Sacco deserves kudos for an extensive apology in which she took responsibility for her actions instead of the usual excuses given in such circumstances: "I was hacked." "I was being ironic and nobody has a sense of humour anymore." or "I was tired/jetlagged and drunk/on meds at the time.".
Should IAC have fired her? Maybe not, but as someone who has dealt with PR companies and PR executives on a professional level for almost 20 years, I understand why she was. The best definition I have ever heard of the public relations profession is "reputation management." PRs love it when a client is doing great things but they have to pick up the pieces when the client does something scandalous. That is their business. That is how they make their money and, frequently, lots of it.

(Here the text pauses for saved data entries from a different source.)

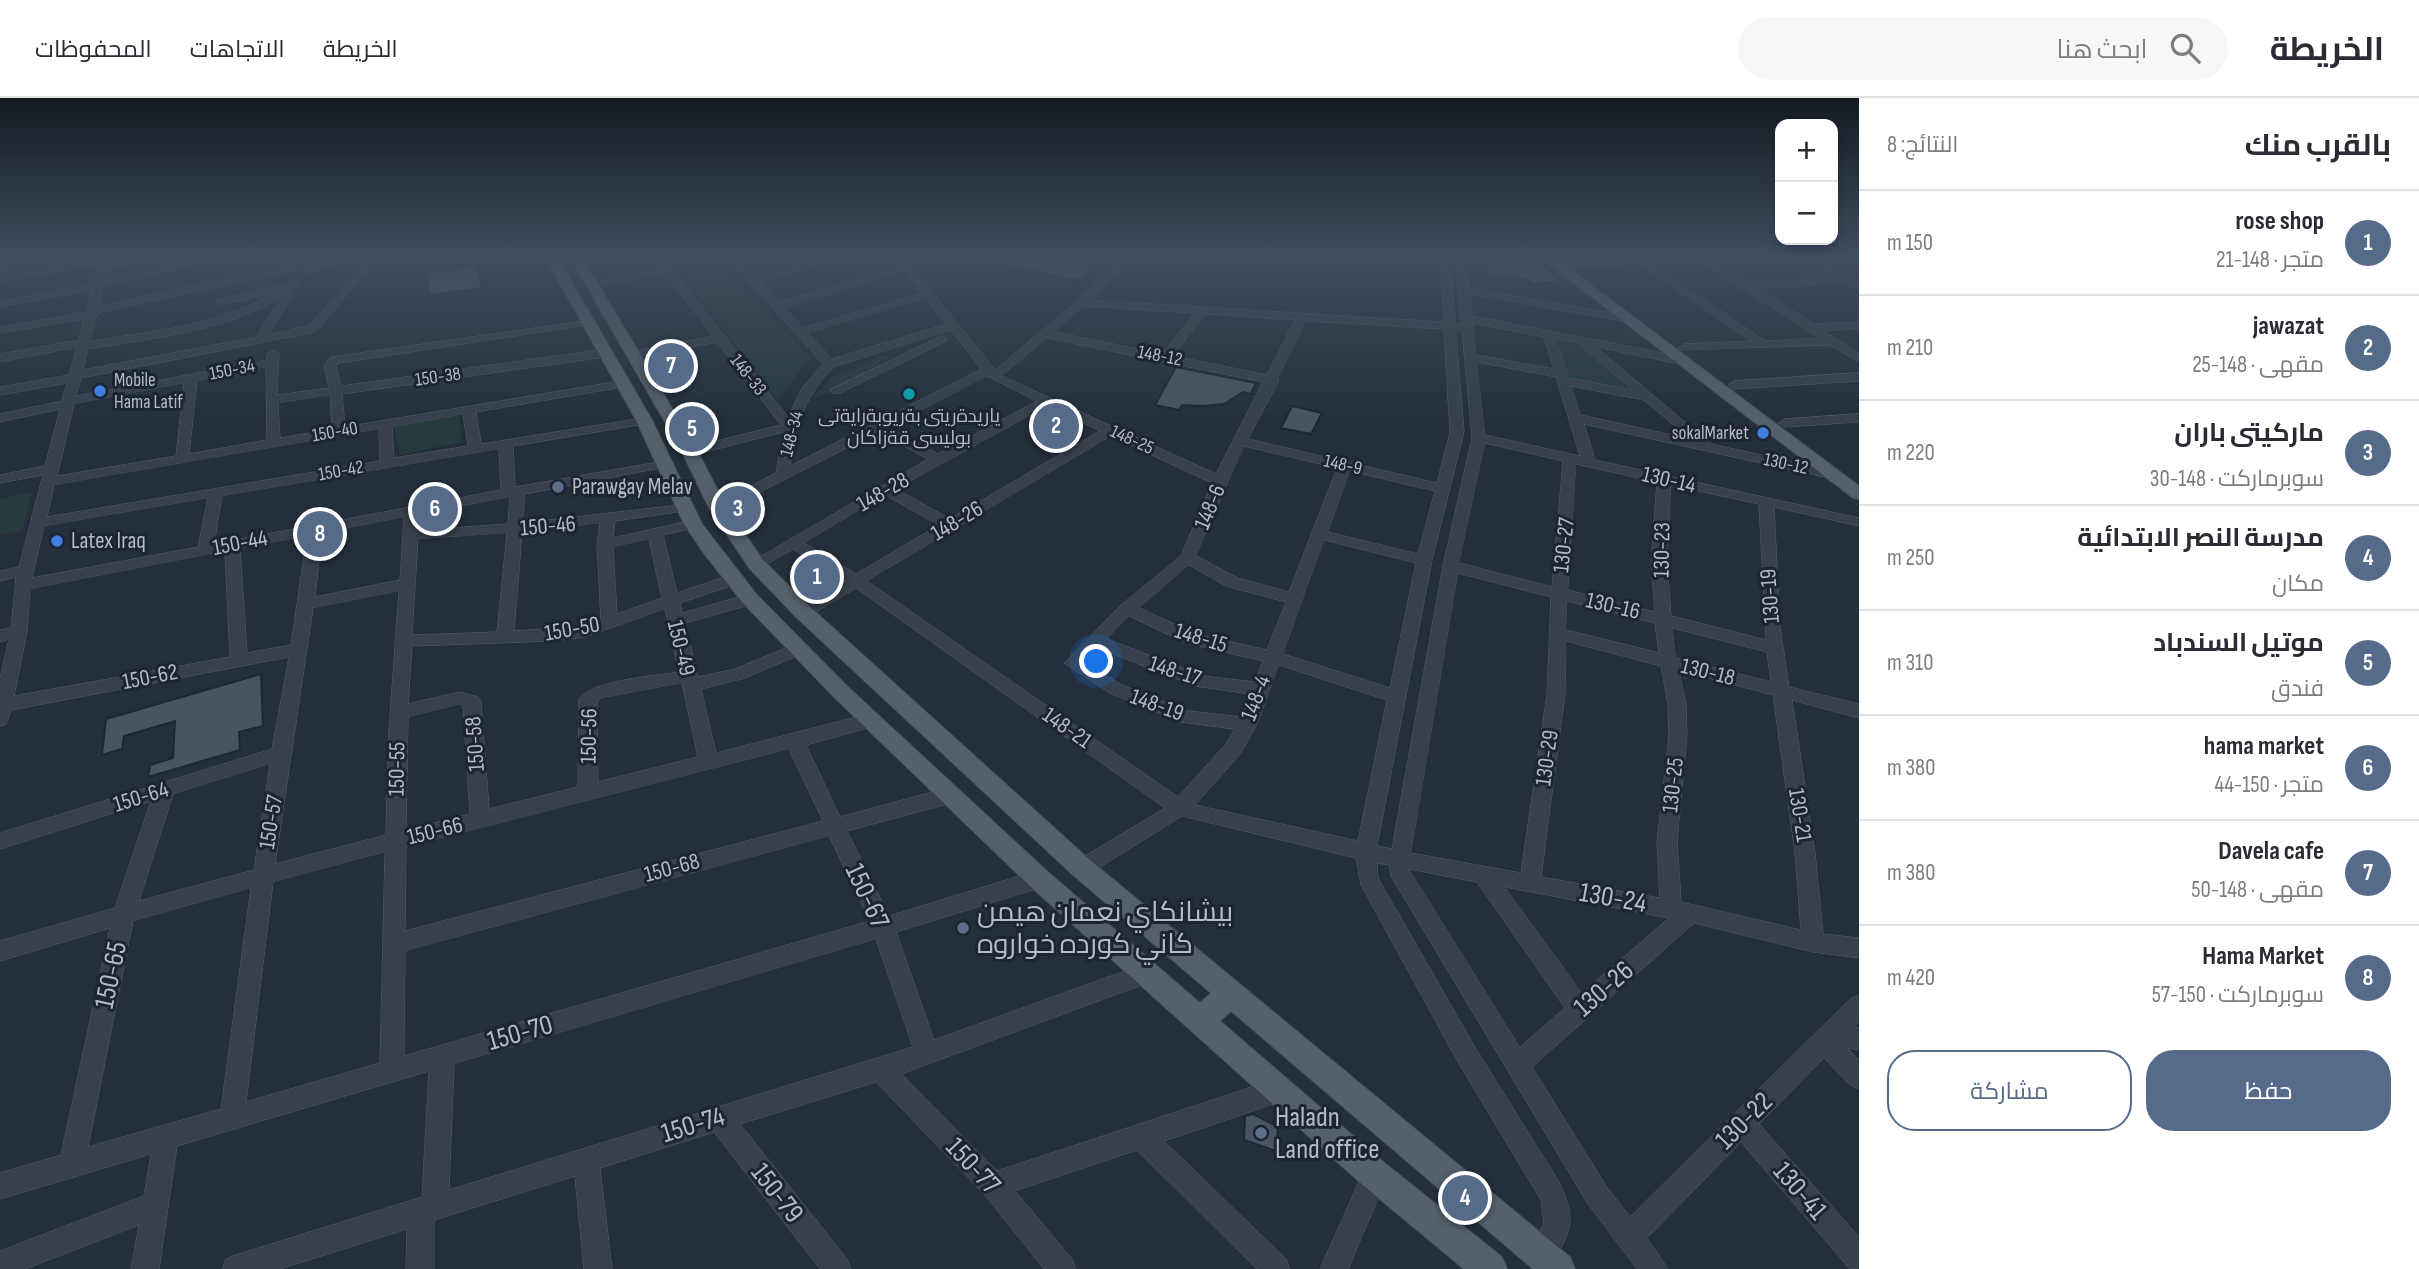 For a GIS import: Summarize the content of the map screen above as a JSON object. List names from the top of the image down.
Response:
{
  "streets": {
    "street": [
      "148-12",
      "150-34",
      "148-33",
      "150-38",
      "150-40",
      "148-34",
      "148-25",
      "130-12",
      "148-9",
      "150-42",
      "130-14",
      "148-28",
      "148-6",
      "148-26",
      "150-46",
      "150-44",
      "130-27",
      "130-23",
      "130-19",
      "130-16",
      "150-50",
      "148-15",
      "150-49",
      "148-17",
      "130-18",
      "150-62",
      "148-4",
      "148-19",
      "148-21",
      "150-56",
      "150-58",
      "130-29",
      "150-55",
      "130-25",
      "150-64",
      "130-21",
      "150-57",
      "150-66",
      "150-68",
      "150-67",
      "130-24",
      "150-65",
      "130-26",
      "150-70",
      "130-22",
      "150-74",
      "150-77",
      "130-41",
      "150-79"
    ]
  },
  "crossings": [
    ["148-12", "148-6"],
    ["148-33", "148-34"],
    ["148-25", "148-28"],
    ["148-25", "148-6"],
    ["148-25", "148-26"],
    ["148-9", "148-6"],
    ["148-9", "148-4"],
    ["130-14", "130-27"],
    ["130-14", "130-23"],
    ["130-14", "130-19"],
    ["148-28", "148-21"],
    ["148-6", "148-15"],
    ["148-6", "148-17"],
    ["148-6", "148-19"],
    ["148-26", "148-21"],
    ["150-46", "150-55"],
    ["150-44", "150-55"],
    ["150-44", "150-57"],
    ["130-27", "130-16"],
    ["130-27", "130-18"],
    ["130-27", "130-29"],
    ["130-23", "130-16"],
    ["130-23", "130-18"],
    ["130-23", "130-25"],
    ["130-19", "130-16"],
    ["130-19", "130-18"],
    ["130-19", "130-21"],
    ["150-50", "150-49"],
    ["150-50", "150-55"],
    ["148-15", "148-4"],
    ["150-49", "150-56"],
    ["150-49", "150-66"],
    ["148-17", "148-4"],
    ["130-18", "130-29"],
    ["130-18", "130-25"],
    ["130-18", "130-21"],
    ["150-62", "150-57"],
    ["148-4", "148-19"],
    ["148-4", "148-21"],
    ["148-21", "130-24"],
    ["150-56", "150-66"],
    ["150-58", "150-55"],
    ["150-58", "150-66"],
    ["130-29", "130-24"],
    ["150-55", "150-66"],
    ["150-55", "150-68"],
    ["150-55", "150-70"],
    ["130-25", "130-24"],
    ["130-25", "130-26"],
    ["150-64", "150-57"],
    ["150-64", "150-65"],
    ["130-21", "130-24"],
    ["150-57", "150-66"],
    ["150-57", "150-70"],
    ["150-66", "150-67"],
    ["150-66", "150-65"],
    ["150-68", "150-67"],
    ["150-67", "150-70"],
    ["150-67", "150-74"],
    ["130-24", "130-26"],
    ["150-65", "150-70"],
    ["130-22", "130-41"],
    ["150-74", "150-77"],
    ["150-74", "150-79"]
  ],
  "places": [
    "Mobile Hama Latif",
    "ياريدةريتى بةريوبةرايةتى بوليسى قةزاكان",
    "sokalMarket",
    "Parawgay Melav",
    "Latex Iraq",
    "بيشانكاي نعمان هيمن كاني كورده خواروه",
    "Haladn Land office"
  ],
  "page": {
    "header": "الخريطة",
    "search": "ابحث هنا",
    "nav": ["الخريطة", "الاتجاهات", "المحفوظات"],
    "heading": ["بالقرب منك", "النتائج: 8"],
    "map_buttons": ["+", "−"],
    "list": [
      {
        "mark": "1",
        "name": "rose shop",
        "note": "متجر · 148-21",
        "value": "150 m"
      },
      {
        "mark": "2",
        "name": "jawazat",
        "note": "مقهى · 148-25",
        "value": "210 m"
      },
      {
        "mark": "3",
        "name": "ماركيتى باران",
        "note": "سوبرماركت · 148-30",
        "value": "220 m"
      },
      {
        "mark": "4",
        "name": "مدرسة النصر الابتدائية",
        "note": "مكان",
        "value": "250 m"
      },
      {
        "mark": "5",
        "name": "موتيل السندباد",
        "note": "فندق",
        "value": "310 m"
      },
      {
        "mark": "6",
        "name": "hama market",
        "note": "متجر · 150-44",
        "value": "380 m"
      },
      {
        "mark": "7",
        "name": "Davela cafe",
        "note": "مقهى · 148-50",
        "value": "380 m"
      },
      {
        "mark": "8",
        "name": "Hama Market",
        "note": "سوبرماركت · 150-57",
        "value": "420 m"
      }
    ],
    "pins": [
      "7",
      "2",
      "5",
      "3",
      "6",
      "8",
      "1",
      "4"
    ],
    "buttons": ["حفظ", "مشاركة"]
  }
}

Like any business in the current world economy, IAC is probably terrified of losing business. IAC runs popular websites including OKCupid, match.com, Vimeo, The Daily Beast and Tinder. And Sacco was a public relations executive for the company. Her job was to play her part in managing the reputations of global brands. On her now-deleted Twitter account, she proudly named her employer in her bio. She didn't even offer the usual (if obvious...) "opinions here my own" line. It came across for all intents and purposes that she was representing her employer with her Twitter account.
The Twitter mob certainly made it clear to IAC that there was widespread, possibly brand-damaging outrage. And that's the thing about Twitter - it isn't always kind or constructive or sensible but it has rapidly become a means of exercising free speech that is loved by people across the social and political spectrum. If someone wants to call out Justine Sacco for making a bad joke, that freedom must exist just as Sacco is free to make a bad joke. Free speech isn't always pretty but freedom is more important than prettiness.
And, quite rightly, Congress has not made any laws restricting Twitter, just as it has not intervened in either the Robertson or the Sacco scandals. But both A&E and IAC have made business decisions in the way they have dealt with these two very different people. And now it is up to the court of public opinion and the free market to see if the suspension and the sacking will pay off.